4. Tirez les leçons de l’industrie automobile et adoptez des plates-formes
Dans l’industrie automobile, de nombreuses voitures ont la même base en termes de motorisation ou de suspension. En partant de ces « plates-formes », les voitures semblent différentes aux yeux des consommateurs, mais les principes de base sont largement les mêmes. Ce concept peut également s’appliquer à l’industrie alimentaire. Regroupez les articles en fonction du même mode de traitement, des mêmes matières premières, de la même forme d’emballage ou des mêmes allergènes. Cela vous permet de simplifier la gamme sans compromettre l’aspect et la convivialité. Travailler à partir de plates-formes simplifie également la discussion sur la réduction de la complexité : les innovations ou la rénovation d’articles existants peuvent être réalisées de manière plus ciblée sur la base de plates-formes. Une bonne décision « faire/acheter » peut ainsi être améliorée : quels articles ou quelles plates-formes souhaitez-vous continuer à produire vous-même et quels articles ou quelles plates-formes feraient mieux d’être externalisés.

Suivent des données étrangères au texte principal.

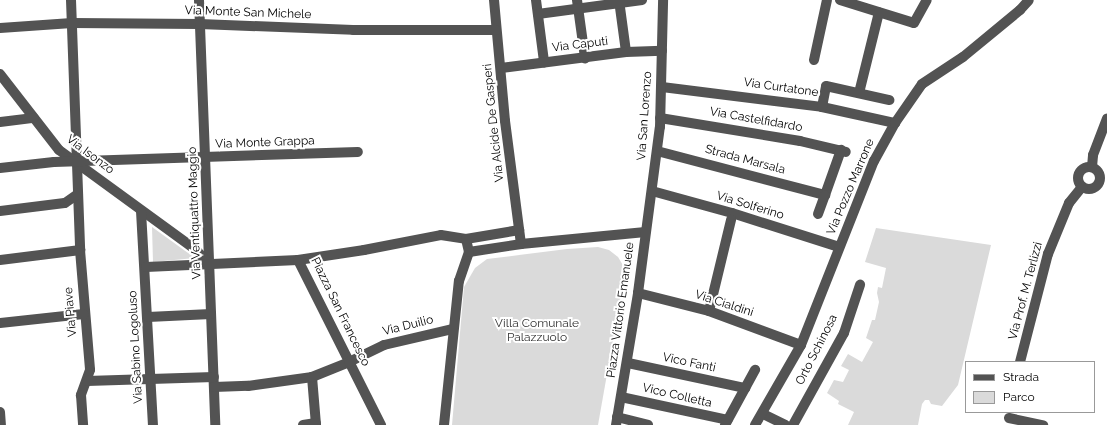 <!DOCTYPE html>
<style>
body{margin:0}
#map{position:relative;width:1107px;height:425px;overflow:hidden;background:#fff;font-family:Raleway,sans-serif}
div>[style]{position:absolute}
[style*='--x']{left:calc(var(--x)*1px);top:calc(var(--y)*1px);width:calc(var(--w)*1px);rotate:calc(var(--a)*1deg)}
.green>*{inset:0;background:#dadada}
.minor>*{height:10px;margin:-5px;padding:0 5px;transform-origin:5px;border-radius:5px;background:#535353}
.minor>.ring{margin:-5px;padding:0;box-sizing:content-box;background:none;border:10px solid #535353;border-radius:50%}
span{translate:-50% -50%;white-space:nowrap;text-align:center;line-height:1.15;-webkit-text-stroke:4px #fff;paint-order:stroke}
.street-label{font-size:12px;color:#000}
.park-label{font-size:12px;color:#313131}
.legend{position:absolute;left:965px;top:361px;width:130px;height:52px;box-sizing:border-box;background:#fff;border:1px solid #999;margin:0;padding:5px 7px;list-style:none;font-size:12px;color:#000}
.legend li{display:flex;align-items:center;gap:8px;height:20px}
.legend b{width:20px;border:1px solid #999}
</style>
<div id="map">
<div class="green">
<div style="clip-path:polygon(152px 227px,195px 258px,153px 262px)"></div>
<div style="clip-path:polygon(876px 228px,991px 245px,958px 385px,942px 406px,931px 404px,929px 400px,925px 400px,922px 404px,918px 425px,848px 425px,854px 412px,838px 404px,839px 401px,827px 393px,834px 380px,843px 382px,849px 370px,841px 366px,848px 354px,862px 362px,873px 342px,866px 338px,872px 320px,875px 320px,879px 302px,877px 293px,878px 287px,882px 288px,886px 268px,865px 262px)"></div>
<div style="clip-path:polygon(598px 247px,609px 250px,618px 257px,624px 267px,624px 278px,598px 425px,452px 425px,464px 287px,475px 268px,487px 259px,567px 249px)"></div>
</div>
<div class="minor">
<div style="--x:71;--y:0;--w:250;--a:87.9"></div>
<div style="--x:80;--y:250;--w:120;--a:85.2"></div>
<div style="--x:90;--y:370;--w:27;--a:110"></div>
<div style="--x:81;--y:395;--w:30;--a:86"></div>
<div style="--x:199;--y:0;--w:425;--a:87.8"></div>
<div style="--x:494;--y:0;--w:121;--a:84.8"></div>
<div style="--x:505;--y:121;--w:124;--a:82.6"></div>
<div style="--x:536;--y:0;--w:63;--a:82.6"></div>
<div style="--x:577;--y:0;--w:59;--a:82.1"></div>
<div style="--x:619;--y:0;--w:52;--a:82.3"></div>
<div style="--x:840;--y:0;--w:77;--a:17.3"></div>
<div style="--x:914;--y:23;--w:26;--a:-61"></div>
<div style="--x:538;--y:14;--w:105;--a:-7.7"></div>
<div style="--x:0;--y:28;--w:72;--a:-4"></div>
<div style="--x:72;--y:23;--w:128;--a:0.4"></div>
<div style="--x:200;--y:24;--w:153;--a:2.2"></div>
<div style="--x:353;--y:30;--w:143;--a:0"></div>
<div style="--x:814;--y:60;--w:61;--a:-77.8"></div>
<div style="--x:501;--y:68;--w:126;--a:-7.3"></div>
<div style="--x:626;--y:52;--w:36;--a:-2"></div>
<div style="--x:0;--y:74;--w:96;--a:52.2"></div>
<div style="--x:59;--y:150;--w:170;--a:36.1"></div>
<div style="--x:196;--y:250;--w:19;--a:47"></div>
<div style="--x:662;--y:87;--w:161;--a:7.1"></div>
<div style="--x:822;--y:107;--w:75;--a:12.4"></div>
<div style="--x:859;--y:93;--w:83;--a:-76.1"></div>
<div style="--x:822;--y:107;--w:21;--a:-79"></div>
<div style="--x:826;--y:86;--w:65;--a:12.5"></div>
<div style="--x:660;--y:118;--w:142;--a:9.3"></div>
<div style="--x:800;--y:141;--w:47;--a:13.4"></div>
<div style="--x:0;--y:122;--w:34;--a:-7"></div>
<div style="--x:657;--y:151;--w:174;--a:14.7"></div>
<div style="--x:825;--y:195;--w:48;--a:-70.4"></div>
<div class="ring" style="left:1078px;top:167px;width:12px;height:12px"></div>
<div style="--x:1092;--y:167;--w:12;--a:-85"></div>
<div style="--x:1093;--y:155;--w:39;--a:-69"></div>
<div style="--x:0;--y:168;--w:54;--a:-6.3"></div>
<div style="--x:54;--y:162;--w:304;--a:-1.9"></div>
<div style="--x:652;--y:191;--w:83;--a:15.4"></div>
<div style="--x:732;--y:213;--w:112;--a:17.6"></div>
<div style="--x:0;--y:211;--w:65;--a:-7"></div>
<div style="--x:65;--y:203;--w:16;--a:-35"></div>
<div style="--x:141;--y:211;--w:214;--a:86.8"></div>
<div style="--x:818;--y:214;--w:20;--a:-70"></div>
<div style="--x:469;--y:252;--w:53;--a:-8.7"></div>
<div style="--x:521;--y:244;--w:125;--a:-5.5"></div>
<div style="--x:0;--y:260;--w:81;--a:-7.1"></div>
<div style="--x:298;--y:260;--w:185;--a:63.3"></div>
<div style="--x:146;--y:267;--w:152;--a:-2.6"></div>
<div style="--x:298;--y:260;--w:67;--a:-8.6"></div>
<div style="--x:364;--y:250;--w:78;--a:-11"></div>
<div style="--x:441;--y:235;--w:25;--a:9"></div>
<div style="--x:638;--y:293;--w:73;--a:14.2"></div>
<div style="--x:709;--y:311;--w:98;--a:20.3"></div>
<div style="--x:709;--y:311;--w:94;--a:-76.4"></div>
<div style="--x:148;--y:317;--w:63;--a:-2.7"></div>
<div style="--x:0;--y:323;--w:84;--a:-6.1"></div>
<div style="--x:1020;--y:362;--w:112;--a:-75.5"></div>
<div style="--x:1048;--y:254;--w:55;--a:-67.6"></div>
<div style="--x:1069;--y:203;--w:21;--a:-51"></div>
<div style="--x:628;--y:363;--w:120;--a:12.1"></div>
<div style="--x:312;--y:377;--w:48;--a:85.2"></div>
<div style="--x:87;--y:381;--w:127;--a:-1.8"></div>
<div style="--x:214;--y:387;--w:34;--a:-2"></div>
<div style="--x:248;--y:386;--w:65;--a:-8"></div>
<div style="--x:312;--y:377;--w:40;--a:-22"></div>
<div style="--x:349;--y:362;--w:39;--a:-26"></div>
<div style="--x:384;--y:345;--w:71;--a:-13.1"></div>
<div style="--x:621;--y:397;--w:109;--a:12.1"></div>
<div style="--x:0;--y:412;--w:13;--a:86"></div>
<div style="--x:763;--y:414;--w:25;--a:26"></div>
<div style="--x:617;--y:417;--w:32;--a:14"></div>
<div style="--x:1009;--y:418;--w:35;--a:12"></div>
<div style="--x:303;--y:425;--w:13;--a:-9"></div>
<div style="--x:444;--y:425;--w:145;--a:-84.1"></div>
<div style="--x:459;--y:281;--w:31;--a:-71"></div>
<div style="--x:469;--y:252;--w:13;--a:-103"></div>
<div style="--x:466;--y:239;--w:54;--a:-9.6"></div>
<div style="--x:616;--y:425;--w:134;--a:-80.5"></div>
<div style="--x:638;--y:293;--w:167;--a:-82.5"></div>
<div style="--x:660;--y:127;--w:127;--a:-88.6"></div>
<div style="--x:725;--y:425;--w:63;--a:-61.4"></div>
<div style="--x:755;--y:425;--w:92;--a:-60.1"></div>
<div style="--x:801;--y:345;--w:198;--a:-68.4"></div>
<div style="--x:874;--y:161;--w:43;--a:-61.1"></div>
<div style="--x:895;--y:123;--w:47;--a:-55.3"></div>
<div style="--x:922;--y:84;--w:49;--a:-33.4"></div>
<div style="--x:963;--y:57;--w:74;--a:-39.5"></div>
<div style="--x:1020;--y:10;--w:13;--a:-48"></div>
<div style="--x:793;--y:425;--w:105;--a:-61"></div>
<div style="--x:844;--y:333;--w:51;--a:-71.6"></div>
</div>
<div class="street-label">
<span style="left:248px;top:13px;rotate:2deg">Via Monte San Michele</span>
<span style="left:580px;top:45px;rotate:-7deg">Via Caputi</span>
<span style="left:781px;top:88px;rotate:8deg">Via Curtatone</span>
<span style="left:645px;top:116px;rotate:-86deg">Via San Lorenzo</span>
<span style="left:756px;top:120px;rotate:10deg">Via Castelfidardo</span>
<span style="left:494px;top:123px;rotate:-96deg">Via Alcide De Gasperi</span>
<span style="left:265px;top:143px;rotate:-2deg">Via Monte Grappa</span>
<span style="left:90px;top:155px;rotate:37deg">Via Isonzo</span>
<span style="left:745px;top:160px;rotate:15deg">Strada Marsala</span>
<span style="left:851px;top:187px;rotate:-67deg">Via Pozzo Marrone</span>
<span style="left:750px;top:206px;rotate:17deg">Via Solferino</span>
<span style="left:195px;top:213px;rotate:-92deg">Via Ventiquattro Maggio</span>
<span style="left:1026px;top:291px;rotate:-75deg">Via Prof. M. Terlizzi</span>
<span style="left:724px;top:304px;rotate:18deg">Via Cialdini</span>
<span style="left:621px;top:310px;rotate:-82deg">Piazza Vittorio Emanuele</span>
<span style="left:71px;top:312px;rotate:-95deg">Via Piave</span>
<span style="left:340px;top:312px;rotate:64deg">Piazza San Francesco</span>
<span style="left:408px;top:326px;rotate:-14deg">Via Duilio</span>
<span style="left:136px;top:347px;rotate:-93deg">Via Sabino Logoluso</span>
<span style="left:817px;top:350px;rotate:-63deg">Orto Schinosa</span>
<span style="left:689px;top:363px;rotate:12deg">Vico Fanti</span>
<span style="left:677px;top:396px;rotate:13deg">Vico Colletta</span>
</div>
<div class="park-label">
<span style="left:537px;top:331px">Villa Comunale<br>Palazzuolo</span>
</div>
<ul class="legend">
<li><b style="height:5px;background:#535353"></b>Strada</li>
<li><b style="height:11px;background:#dadada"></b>Parco</li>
</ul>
</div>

5. Examinez d’autres canaux de vente ou d’autres occasionsde restauration
Bien que les ventes dans le canal des supermarchés soient de loin les plus élevées, d’autres canaux et d’autres occasions de restauration se développent plus fortement. Par exemple, le canal Fast Casual se développe rapidement et supplante le Fastservice, avec un nombre croissant de nouvelles chaînes. Le passage du dîner au déjeuner et aux boissons peut également être pertinent. Dans ces segments, il peut être plus facile de créer de véritables magasins partenaires à long terme que dans le circuit traditionnel de la vente au détail. Les conditions préalables à la réussite sont les suivantes : de réelles innovations et un objectif clair. Votre activité correspond-elle vraiment à votre client et au consommateur ? Dans les nouveaux segments de l’alimentation (tels que la restauration rapide), il ne s’agit pas seulement du concept et du prix, mais aussi du lien entre les entreprises ou les partenaires pour réussir ensemble sur ces marchés en pleine croissance.


2020 sera-t-elle pour vous l’année de la percée ? Pouvez-vous faire la démonstration de la tempête parfaite ? Nous espérons que les points ci-dessus contribueront à votre réussite. Faites de 2020 une année entrepreneuriale !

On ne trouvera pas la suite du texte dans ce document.